_Data supplied:_
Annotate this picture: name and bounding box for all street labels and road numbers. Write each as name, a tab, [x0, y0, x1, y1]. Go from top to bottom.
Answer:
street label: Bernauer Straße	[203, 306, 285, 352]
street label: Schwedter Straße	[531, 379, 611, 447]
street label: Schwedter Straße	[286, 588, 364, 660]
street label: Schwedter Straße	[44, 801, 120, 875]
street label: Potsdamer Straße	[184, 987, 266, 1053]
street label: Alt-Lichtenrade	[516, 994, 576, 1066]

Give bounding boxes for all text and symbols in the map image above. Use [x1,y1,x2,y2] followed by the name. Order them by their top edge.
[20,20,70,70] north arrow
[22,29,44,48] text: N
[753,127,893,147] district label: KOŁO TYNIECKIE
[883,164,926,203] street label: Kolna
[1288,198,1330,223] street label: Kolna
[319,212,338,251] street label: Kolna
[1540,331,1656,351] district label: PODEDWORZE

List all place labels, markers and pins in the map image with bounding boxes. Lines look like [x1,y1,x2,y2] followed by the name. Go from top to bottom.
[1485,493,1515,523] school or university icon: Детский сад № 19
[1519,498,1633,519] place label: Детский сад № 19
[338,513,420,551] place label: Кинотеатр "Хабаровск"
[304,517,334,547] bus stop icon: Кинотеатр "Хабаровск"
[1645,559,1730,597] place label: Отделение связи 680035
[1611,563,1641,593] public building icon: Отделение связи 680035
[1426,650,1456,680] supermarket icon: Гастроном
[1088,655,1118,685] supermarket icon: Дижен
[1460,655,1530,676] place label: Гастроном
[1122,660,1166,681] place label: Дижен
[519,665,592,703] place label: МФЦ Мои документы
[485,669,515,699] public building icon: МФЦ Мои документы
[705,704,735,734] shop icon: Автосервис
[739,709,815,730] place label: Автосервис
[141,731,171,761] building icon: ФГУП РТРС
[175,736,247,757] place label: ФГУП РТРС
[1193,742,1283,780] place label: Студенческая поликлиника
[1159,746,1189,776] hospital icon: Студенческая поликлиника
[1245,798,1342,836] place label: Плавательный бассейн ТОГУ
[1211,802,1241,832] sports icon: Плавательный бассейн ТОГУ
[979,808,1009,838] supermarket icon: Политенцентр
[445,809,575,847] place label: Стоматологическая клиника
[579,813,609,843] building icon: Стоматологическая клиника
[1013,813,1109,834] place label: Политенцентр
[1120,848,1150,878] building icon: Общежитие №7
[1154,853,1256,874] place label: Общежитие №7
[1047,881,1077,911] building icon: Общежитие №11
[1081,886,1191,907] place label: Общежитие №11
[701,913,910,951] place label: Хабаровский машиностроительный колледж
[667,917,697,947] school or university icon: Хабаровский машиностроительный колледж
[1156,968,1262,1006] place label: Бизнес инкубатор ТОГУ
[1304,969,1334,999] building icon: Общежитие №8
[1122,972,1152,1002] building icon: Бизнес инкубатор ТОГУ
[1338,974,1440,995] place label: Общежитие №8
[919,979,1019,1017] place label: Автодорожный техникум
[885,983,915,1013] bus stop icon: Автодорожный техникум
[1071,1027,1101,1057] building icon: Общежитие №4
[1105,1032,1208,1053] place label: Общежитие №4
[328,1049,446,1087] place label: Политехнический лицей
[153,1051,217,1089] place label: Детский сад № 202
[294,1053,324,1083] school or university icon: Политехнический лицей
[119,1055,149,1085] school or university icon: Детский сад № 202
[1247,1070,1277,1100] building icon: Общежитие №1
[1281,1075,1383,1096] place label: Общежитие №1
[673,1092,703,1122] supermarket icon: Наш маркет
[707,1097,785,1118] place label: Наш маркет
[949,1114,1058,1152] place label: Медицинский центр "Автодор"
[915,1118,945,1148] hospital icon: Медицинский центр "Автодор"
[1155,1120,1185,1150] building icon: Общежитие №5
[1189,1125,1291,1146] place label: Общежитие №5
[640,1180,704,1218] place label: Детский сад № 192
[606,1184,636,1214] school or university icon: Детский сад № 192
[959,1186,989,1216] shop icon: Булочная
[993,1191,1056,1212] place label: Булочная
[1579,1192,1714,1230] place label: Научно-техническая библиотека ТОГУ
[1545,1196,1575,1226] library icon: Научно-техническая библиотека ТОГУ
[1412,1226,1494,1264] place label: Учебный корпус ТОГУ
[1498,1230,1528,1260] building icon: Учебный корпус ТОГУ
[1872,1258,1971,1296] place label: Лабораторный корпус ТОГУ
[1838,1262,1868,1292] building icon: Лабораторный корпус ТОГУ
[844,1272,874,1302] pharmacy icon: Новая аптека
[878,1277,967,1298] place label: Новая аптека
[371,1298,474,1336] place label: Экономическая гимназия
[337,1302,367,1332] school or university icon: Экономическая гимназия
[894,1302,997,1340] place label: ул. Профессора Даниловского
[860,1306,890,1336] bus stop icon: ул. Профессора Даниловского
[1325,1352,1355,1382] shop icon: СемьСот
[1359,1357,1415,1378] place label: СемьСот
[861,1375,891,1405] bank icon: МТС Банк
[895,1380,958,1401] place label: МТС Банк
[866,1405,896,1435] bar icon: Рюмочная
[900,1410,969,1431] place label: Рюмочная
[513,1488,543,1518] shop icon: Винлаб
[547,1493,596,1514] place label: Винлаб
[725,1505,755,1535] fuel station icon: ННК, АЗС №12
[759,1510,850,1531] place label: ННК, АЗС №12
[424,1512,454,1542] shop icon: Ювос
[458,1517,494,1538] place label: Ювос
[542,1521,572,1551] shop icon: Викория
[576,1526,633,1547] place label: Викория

_Exercise objective:_ Show all lines from the entries that hold "boxes".

_Your solution:_
Give bounding boxes for all text and symbols in the map image above. Use [x1,y1,x2,y2] followed by the name. Order them by their top edge.
List all place labels, markers and pins in the map image with bounding boxes. Lines look like [x1,y1,x2,y2] followed by the name. Go from top to bottom.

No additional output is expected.